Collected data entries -
=====
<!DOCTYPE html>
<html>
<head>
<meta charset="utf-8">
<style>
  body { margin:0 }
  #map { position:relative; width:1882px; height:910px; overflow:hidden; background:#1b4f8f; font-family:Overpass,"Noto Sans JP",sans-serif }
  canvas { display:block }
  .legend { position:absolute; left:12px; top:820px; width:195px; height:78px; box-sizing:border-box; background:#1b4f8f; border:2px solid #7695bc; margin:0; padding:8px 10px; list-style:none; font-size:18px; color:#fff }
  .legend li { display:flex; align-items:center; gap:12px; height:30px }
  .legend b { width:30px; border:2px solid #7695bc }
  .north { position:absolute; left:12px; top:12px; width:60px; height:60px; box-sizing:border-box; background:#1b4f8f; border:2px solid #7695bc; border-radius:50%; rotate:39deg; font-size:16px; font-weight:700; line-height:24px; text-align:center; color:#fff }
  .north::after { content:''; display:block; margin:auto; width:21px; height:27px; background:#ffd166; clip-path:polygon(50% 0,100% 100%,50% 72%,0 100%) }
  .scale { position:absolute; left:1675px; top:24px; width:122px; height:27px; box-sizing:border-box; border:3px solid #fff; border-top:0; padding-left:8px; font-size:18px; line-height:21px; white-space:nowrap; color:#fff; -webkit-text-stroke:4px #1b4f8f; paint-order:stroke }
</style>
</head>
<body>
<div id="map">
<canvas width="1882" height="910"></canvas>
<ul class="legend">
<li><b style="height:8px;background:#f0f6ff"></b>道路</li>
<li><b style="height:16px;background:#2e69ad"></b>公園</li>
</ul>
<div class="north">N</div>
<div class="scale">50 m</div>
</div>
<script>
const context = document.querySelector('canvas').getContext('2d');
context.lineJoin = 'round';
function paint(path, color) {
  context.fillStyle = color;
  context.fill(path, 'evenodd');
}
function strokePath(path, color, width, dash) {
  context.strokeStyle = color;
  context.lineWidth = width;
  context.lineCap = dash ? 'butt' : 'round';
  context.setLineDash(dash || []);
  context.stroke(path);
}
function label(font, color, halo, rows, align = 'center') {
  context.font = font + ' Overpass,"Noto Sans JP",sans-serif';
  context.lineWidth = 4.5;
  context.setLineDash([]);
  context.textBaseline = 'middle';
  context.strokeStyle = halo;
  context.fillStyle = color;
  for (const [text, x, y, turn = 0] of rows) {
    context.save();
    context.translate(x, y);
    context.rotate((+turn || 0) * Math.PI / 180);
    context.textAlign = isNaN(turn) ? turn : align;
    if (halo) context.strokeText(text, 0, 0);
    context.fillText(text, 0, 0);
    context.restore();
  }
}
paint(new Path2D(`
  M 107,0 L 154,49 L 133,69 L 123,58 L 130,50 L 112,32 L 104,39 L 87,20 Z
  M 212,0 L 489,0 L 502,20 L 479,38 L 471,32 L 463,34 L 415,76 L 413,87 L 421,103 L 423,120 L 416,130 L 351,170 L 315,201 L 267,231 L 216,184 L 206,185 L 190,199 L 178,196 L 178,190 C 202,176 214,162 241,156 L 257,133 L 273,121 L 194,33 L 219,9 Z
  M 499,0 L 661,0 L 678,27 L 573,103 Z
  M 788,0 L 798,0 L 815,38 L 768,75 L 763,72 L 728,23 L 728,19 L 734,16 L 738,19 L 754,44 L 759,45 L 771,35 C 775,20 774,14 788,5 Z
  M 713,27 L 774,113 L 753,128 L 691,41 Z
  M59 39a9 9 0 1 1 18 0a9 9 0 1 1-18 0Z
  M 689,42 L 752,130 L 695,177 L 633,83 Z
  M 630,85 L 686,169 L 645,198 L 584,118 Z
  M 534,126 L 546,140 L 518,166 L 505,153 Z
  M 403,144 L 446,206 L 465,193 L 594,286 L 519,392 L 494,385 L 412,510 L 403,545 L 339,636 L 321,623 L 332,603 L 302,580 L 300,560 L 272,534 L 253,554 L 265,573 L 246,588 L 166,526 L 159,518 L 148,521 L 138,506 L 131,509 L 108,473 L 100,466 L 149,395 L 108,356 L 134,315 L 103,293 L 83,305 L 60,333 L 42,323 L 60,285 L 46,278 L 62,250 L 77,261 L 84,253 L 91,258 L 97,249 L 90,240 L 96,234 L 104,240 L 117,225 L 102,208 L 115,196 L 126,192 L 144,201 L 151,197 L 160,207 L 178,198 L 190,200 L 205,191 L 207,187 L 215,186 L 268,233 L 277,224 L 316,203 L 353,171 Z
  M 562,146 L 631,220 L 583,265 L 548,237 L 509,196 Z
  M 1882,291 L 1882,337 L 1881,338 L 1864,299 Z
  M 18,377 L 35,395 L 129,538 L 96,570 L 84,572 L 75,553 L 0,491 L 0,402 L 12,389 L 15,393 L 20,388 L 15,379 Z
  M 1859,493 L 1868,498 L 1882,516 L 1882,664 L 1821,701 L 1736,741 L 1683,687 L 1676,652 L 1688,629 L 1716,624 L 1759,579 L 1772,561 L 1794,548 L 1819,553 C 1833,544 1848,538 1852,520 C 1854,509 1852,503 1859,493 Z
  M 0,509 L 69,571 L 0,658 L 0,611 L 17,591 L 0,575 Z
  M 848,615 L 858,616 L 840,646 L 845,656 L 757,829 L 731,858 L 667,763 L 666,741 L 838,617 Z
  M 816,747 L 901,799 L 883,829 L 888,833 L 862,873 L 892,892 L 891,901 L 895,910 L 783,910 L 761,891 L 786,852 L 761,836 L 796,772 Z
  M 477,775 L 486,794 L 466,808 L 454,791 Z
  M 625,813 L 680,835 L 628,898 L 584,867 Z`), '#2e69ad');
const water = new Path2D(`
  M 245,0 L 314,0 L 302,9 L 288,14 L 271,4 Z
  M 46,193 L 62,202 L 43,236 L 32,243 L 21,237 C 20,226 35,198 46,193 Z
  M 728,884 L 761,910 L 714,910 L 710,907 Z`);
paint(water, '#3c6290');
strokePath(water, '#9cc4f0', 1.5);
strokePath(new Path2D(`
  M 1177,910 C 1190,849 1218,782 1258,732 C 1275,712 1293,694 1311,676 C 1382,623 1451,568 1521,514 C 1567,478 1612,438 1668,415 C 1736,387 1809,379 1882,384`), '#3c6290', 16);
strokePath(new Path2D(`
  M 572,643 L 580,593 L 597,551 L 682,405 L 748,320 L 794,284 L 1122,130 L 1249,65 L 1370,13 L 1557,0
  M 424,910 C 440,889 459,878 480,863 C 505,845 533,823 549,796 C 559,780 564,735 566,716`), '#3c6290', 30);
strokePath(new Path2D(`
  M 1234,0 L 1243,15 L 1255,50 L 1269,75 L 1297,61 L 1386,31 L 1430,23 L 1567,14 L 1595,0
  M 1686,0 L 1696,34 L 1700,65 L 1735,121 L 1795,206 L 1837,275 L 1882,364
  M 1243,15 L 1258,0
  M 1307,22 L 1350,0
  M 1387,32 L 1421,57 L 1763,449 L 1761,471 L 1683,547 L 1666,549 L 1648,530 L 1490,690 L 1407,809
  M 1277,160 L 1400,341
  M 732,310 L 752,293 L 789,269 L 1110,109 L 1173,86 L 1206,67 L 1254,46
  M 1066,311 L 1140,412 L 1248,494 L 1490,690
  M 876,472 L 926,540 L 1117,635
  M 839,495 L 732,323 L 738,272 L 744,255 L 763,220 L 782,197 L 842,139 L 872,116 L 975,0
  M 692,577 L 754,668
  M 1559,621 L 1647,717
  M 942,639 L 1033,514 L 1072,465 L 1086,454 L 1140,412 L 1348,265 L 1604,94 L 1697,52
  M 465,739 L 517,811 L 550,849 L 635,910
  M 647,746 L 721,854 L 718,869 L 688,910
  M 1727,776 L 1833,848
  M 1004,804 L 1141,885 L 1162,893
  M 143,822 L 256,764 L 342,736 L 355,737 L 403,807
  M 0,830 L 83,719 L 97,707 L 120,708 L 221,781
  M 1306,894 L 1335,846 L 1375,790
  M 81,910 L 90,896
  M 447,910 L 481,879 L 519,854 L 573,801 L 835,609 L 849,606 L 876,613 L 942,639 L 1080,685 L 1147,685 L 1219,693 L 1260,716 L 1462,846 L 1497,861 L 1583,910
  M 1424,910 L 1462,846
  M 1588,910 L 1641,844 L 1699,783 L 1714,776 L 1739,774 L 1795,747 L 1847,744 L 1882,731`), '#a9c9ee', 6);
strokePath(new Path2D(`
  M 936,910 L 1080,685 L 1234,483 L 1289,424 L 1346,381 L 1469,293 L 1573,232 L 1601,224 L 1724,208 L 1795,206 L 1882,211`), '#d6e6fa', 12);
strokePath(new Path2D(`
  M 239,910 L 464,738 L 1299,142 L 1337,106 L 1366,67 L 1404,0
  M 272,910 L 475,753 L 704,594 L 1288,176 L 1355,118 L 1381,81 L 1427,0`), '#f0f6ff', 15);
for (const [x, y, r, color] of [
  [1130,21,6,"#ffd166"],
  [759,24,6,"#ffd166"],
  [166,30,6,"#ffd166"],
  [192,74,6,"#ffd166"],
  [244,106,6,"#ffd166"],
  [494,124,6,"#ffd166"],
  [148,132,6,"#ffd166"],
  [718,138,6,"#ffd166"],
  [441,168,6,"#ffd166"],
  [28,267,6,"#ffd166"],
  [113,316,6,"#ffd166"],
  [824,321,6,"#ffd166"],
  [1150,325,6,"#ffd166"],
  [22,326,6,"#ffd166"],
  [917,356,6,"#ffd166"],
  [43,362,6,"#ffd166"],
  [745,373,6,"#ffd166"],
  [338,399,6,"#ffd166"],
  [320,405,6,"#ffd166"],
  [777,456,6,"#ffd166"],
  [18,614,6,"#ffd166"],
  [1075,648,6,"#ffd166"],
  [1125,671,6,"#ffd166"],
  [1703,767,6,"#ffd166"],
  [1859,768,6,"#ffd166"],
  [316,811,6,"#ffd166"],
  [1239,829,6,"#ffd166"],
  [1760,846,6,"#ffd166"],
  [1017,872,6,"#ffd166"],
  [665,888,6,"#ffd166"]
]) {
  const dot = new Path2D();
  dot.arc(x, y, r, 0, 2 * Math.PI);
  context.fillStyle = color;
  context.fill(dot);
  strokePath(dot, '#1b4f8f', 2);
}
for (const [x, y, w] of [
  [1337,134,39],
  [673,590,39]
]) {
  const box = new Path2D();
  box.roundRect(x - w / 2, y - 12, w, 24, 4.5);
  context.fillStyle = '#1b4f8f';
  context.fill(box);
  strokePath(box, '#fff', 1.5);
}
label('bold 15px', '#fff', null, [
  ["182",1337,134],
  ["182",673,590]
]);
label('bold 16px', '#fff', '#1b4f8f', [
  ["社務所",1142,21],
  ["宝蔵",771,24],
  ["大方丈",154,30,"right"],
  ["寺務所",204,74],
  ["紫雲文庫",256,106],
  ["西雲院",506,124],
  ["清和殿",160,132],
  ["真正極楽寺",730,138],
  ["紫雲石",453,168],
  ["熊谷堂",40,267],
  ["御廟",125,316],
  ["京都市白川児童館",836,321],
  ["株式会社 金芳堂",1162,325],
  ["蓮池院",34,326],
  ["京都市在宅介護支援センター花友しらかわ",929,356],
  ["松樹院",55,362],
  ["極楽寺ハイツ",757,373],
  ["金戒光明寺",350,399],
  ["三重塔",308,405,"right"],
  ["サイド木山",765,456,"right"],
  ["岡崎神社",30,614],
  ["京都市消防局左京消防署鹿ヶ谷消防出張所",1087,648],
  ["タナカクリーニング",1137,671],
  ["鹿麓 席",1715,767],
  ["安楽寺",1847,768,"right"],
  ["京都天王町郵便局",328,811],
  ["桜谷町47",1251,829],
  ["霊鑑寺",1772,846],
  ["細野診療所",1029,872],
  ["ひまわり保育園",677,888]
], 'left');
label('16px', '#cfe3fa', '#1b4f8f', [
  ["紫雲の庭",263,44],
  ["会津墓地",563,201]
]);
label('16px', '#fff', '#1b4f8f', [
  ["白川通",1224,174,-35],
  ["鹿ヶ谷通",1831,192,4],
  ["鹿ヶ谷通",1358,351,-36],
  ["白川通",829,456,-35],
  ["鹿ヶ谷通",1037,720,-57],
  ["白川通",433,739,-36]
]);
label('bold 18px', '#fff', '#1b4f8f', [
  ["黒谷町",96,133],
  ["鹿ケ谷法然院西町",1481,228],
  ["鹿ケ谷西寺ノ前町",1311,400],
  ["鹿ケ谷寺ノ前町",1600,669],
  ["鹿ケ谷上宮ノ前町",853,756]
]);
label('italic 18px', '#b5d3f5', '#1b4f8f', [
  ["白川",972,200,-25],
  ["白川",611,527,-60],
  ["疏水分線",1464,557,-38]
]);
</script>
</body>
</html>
=====
What you are asked to do - Retype only the stretch of lines above starting at the one with "if (halo) context.strokeText(text, 0, 0);" and stopping at the one with "M 0,509 L 69,571", exactly as written, with both kept.

Exercise output -
    if (halo) context.strokeText(text, 0, 0);
    context.fillText(text, 0, 0);
    context.restore();
  }
}
paint(new Path2D(`
  M 107,0 L 154,49 L 133,69 L 123,58 L 130,50 L 112,32 L 104,39 L 87,20 Z
  M 212,0 L 489,0 L 502,20 L 479,38 L 471,32 L 463,34 L 415,76 L 413,87 L 421,103 L 423,120 L 416,130 L 351,170 L 315,201 L 267,231 L 216,184 L 206,185 L 190,199 L 178,196 L 178,190 C 202,176 214,162 241,156 L 257,133 L 273,121 L 194,33 L 219,9 Z
  M 499,0 L 661,0 L 678,27 L 573,103 Z
  M 788,0 L 798,0 L 815,38 L 768,75 L 763,72 L 728,23 L 728,19 L 734,16 L 738,19 L 754,44 L 759,45 L 771,35 C 775,20 774,14 788,5 Z
  M 713,27 L 774,113 L 753,128 L 691,41 Z
  M59 39a9 9 0 1 1 18 0a9 9 0 1 1-18 0Z
  M 689,42 L 752,130 L 695,177 L 633,83 Z
  M 630,85 L 686,169 L 645,198 L 584,118 Z
  M 534,126 L 546,140 L 518,166 L 505,153 Z
  M 403,144 L 446,206 L 465,193 L 594,286 L 519,392 L 494,385 L 412,510 L 403,545 L 339,636 L 321,623 L 332,603 L 302,580 L 300,560 L 272,534 L 253,554 L 265,573 L 246,588 L 166,526 L 159,518 L 148,521 L 138,506 L 131,509 L 108,473 L 100,466 L 149,395 L 108,356 L 134,315 L 103,293 L 83,305 L 60,333 L 42,323 L 60,285 L 46,278 L 62,250 L 77,261 L 84,253 L 91,258 L 97,249 L 90,240 L 96,234 L 104,240 L 117,225 L 102,208 L 115,196 L 126,192 L 144,201 L 151,197 L 160,207 L 178,198 L 190,200 L 205,191 L 207,187 L 215,186 L 268,233 L 277,224 L 316,203 L 353,171 Z
  M 562,146 L 631,220 L 583,265 L 548,237 L 509,196 Z
  M 1882,291 L 1882,337 L 1881,338 L 1864,299 Z
  M 18,377 L 35,395 L 129,538 L 96,570 L 84,572 L 75,553 L 0,491 L 0,402 L 12,389 L 15,393 L 20,388 L 15,379 Z
  M 1859,493 L 1868,498 L 1882,516 L 1882,664 L 1821,701 L 1736,741 L 1683,687 L 1676,652 L 1688,629 L 1716,624 L 1759,579 L 1772,561 L 1794,548 L 1819,553 C 1833,544 1848,538 1852,520 C 1854,509 1852,503 1859,493 Z
  M 0,509 L 69,571 L 0,658 L 0,611 L 17,591 L 0,575 Z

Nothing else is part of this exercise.